One of the focus of major expansion of pottery in the 16th century was the area of Sa Gerreria (pottery in Catalan) in Palma. Even though the existence of potters in the Middle Ages is already well documented (a Gothic site was found in carrer del Hostal d’en Bauló), the census of 1576 mentions 20 potteries in the network of narrow streets located in the centre of Palma. Nowadays, its houses the Passeig de l’Artesania, a project that aims to preserve Mallorca’s handicraft tradition with shops and workshops where visitors can watch the artisans at work. Another important pottery area was Santa Eugènia, but in the 18th century the artisans moved to the neighbouring towns of Pòrtol and sa Cabaneta in the municipality of Marratxí. The Museu des Fang (pottery museum) in sa Cabaneta and the potteries distributed around the municipality are two further reasons as to why the area is known as the land of clay. The tradition is best reflected in the “Fira des Fang” (pottery fair). The event is held every year, generally in early March, since 1984. It attracts over 100,000 visitors. To understand the important development of pottery in Marratxí one need only take a look at the large red clay deposits outside Pòrtol. Other areas that also specialize in pottery are Alaró, Consell, Felanitx, Manacor and Pollença.
The most typical ceramic piece is the siurell, a handmade figure that is whitewashed and decorated with red and green stripes. A whistle is attached to the bottom of the figure, representing a number of different characters and animals. Due to the symbolic importance that they have in Mallorca, siurells deserve a special chapter in the handicraft tradition of the island. “Terrissa” (terracota in Catalan) is used to make other ceramic objects that are fired in a kiln at a temperature of 1,000 degrees Celsius. The most typical items are pots, red-brown plates, wine jars called “pitxers”, painted tiles, nativity scenes and “greixoneres”, a type of casserole that is essential to cook Mallorcan traditional dishes.

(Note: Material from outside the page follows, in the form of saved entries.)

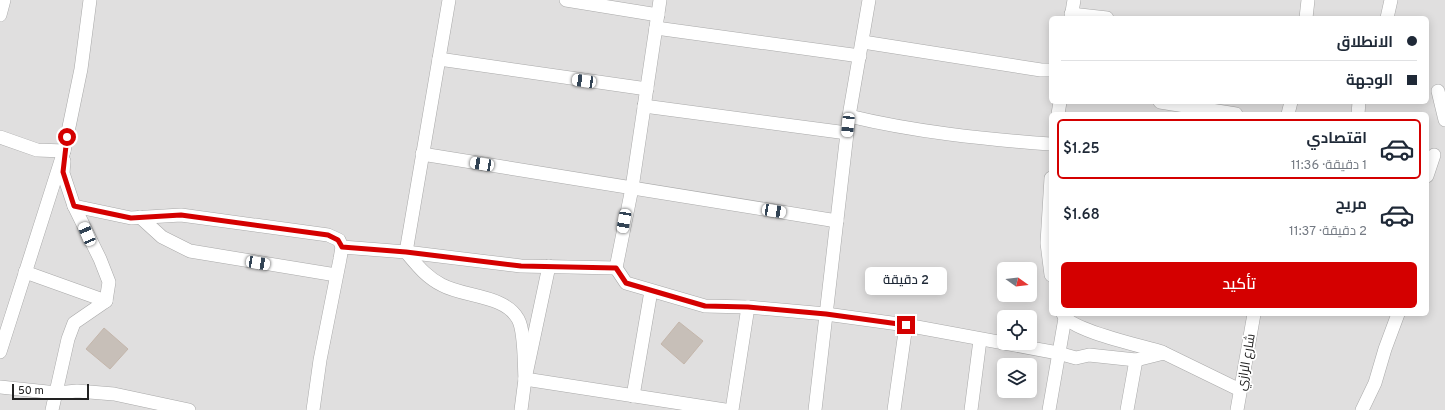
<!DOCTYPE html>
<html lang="ar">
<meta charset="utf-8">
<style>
:root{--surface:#fff;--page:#f2f2f3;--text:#1f2937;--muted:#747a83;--line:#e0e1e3;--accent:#d40000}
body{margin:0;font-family:Overpass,Cairo,sans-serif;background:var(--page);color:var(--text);direction:rtl;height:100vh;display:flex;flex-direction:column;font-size:15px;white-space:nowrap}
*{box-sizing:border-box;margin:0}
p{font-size:13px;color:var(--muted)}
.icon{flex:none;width:22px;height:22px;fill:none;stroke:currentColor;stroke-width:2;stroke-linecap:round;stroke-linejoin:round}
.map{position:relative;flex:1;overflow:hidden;direction:ltr}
.sheet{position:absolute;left:1049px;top:112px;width:380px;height:204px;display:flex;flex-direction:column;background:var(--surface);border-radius:6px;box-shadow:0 2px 10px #0003;direction:rtl}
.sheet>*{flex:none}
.top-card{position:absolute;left:1049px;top:16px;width:380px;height:88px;border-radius:6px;box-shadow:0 2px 10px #0003;direction:rtl;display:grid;align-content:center;height:88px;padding:0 12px;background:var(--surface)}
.needle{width:26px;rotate:104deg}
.buttons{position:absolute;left:997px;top:262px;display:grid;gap:8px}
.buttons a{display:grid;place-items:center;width:40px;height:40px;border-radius:6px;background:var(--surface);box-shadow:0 2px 10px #0003;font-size:20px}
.scale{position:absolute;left:12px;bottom:10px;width:77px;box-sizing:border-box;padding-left:4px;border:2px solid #222;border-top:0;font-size:11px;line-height:14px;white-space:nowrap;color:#222;-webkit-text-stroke:3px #fff;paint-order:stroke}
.end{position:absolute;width:18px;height:18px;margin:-9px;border:5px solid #d40000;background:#fff;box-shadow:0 0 0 2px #fff}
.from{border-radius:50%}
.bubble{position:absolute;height:28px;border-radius:6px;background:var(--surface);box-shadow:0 2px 10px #0003;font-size:13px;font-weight:600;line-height:28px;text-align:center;direction:rtl}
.car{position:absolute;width:12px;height:24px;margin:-12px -6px;border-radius:5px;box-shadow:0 0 3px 1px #0007;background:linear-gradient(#fff 24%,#345 0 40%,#fff 0 76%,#345 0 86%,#fff 0)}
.top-card b{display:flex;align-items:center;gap:14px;height:38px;font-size:15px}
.top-card b+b{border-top:1px solid var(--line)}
.top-card i{width:10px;height:10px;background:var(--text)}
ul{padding:7px 0 0;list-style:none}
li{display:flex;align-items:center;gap:12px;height:60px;margin:0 8px 6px;padding:0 4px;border:2px solid transparent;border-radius:6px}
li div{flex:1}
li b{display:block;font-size:15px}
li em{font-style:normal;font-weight:600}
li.on{border-color:var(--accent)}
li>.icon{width:36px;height:36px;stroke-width:1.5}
.cta{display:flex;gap:8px;margin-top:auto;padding:8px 12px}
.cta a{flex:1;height:46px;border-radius:6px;background:var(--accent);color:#fff;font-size:16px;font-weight:600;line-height:46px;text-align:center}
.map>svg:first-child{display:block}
</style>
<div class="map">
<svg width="1445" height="410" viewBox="0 0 1445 410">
<rect width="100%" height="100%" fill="#f2efe9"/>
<path fill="#e0dfdf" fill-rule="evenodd" d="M0 0H1445V410H0ZM1051 18H1427V102H1051ZM1051 114H1427V314H1051ZM1004 269H1030V295H1004ZM1004 317H1030V343H1004ZM1004 365H1030V391H1004Z"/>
<g fill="#c7bfb8" stroke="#c4b6ab">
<path d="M679 322 703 341 684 364 661 344Z"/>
<path d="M104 328 128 349 110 369 86 349Z"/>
</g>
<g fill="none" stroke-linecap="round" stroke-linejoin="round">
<defs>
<g id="minor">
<path d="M449 0 406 252C417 265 426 277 442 285 464 297 505 295 518 319 525 331 524 365 525 379"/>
<path d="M566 0 658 15"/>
<path d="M660 0 632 188 616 268 626 283 705 306 748 307 826 314 906 325 1058 353 1076 358 1089 355 1136 360 1164 353 1240 390"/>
<path d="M1071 14 1107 18"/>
<path d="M0 15 4 0"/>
<path d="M1071 18 1074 0"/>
<path d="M1306 18 1308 0"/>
<path d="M1387 18 1391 0"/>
<path d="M656 28 860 56"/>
<path d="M863 42 1041 70H1051"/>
<path d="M439 59 647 89"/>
<path d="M1438 91 1445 120"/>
<path d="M1160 102 1236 114"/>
<path d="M644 106 847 133"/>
<path d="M1058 114 1060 102"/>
<path d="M1288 114 1291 102"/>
<path d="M1358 114 1359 102"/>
<path d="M849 116C915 132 983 139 1050 144"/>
<path d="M0 137 37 150 64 151"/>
<path d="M422 154 837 221"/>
<path d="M1427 176 1434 155"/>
<path d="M1051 178 1047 243 1051 275"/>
<path d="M74 206 131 218 181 215 328 235 339 240 342 247 340 259 320 360 313 410"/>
<path d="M140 217 162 237 190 251 336 275"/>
<path d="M342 247 406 252 521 266 616 268"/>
<path d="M25 272 106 301"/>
<path d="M1063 314C1070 331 1143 346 1162 352"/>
<path d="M0 352 64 151 81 69 90 0"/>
<path d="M525 379 725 410"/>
<path d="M0 387 57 393 77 391 114 394 189 410"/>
<path d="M633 396 651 291"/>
<path d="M52 410 68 339 74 323 106 301 109 282 100 259 74 206 63 173 64 161"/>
<path d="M521 410 525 379 549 266"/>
<path d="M732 410 748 307"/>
<path d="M815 410 849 116 869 0"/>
<path d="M894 410 906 325"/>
<path d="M971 410 980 340"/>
<path d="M1049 410 1065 318"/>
<path d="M1127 410 1136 360"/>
<path d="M1237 410 1254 314"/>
<path d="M1362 410 1375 383 1385 349 1398 314"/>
</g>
</defs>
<use href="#minor" stroke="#a9a9a9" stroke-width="14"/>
<use href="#minor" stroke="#fff" stroke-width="13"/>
</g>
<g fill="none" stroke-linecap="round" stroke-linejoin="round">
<path stroke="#d40000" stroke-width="5" d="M67 137 63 172 74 206 131 218 181 215 328 235 338 240 342 247 406 252 521 266 616 268 626 283 705 306 748 307 826 314 906 325"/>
</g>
<g text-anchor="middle" stroke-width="3.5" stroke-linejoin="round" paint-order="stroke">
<g font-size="13" fill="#222" stroke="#fff">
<text transform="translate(1245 362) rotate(-80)" y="5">شارع الرازي</text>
</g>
</g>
</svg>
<div class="buttons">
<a><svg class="needle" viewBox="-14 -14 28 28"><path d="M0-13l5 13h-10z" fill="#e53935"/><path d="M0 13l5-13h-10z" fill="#747a83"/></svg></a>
<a><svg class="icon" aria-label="locate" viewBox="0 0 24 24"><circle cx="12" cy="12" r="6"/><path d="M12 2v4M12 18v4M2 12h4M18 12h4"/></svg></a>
<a><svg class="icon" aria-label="layers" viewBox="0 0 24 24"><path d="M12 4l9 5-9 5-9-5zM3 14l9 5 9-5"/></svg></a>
</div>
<div class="scale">50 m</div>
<i class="end from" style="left:67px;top:137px"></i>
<i class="end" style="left:906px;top:325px"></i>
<div class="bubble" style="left:865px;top:267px;width:82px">2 دقيقة</div>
<i class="car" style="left:584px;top:81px;rotate:278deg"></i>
<i class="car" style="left:848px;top:125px;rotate:186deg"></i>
<i class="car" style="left:482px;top:164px;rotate:279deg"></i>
<i class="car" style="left:774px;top:211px;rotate:99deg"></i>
<i class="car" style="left:624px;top:221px;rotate:190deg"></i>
<i class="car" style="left:87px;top:234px;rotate:337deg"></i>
<i class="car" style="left:258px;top:263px;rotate:99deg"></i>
<div class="top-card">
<b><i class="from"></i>الانطلاق</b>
<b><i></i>الوجهة</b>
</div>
<section class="sheet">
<ul>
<li class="on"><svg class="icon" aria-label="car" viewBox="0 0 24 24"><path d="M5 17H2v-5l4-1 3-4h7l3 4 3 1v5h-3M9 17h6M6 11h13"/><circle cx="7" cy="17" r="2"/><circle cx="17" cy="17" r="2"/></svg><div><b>اقتصادي</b><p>1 دقيقة · 11:36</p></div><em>$1.25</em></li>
<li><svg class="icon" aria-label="car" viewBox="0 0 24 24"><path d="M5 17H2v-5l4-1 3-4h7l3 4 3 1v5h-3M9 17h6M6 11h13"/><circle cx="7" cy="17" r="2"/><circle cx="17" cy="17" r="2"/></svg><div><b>مريح</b><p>2 دقيقة · 11:37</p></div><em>$1.68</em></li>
</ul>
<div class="cta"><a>تأكيد</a></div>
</section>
</div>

In the last decades the offer has expanded to include new household and garden items, such as flower pots, dishes, window boxes, candelabras, coffee sets, glasses, pipes, among many other pieces.
The “gerretes” are also of special interest. They are typical pottery from Manacor and above all from Felanitx. “Gerretes” are clay jars that are heavily decorated with painted braids.
There are many ceramic artists in Mallorca who sell their work in their own shops or in those of others and in weekly handicraft markets around the island. The most important market is held in Plaza Major in Palma. A Christmas market with thousands of nativity scene clay figures is also held in the same location every year.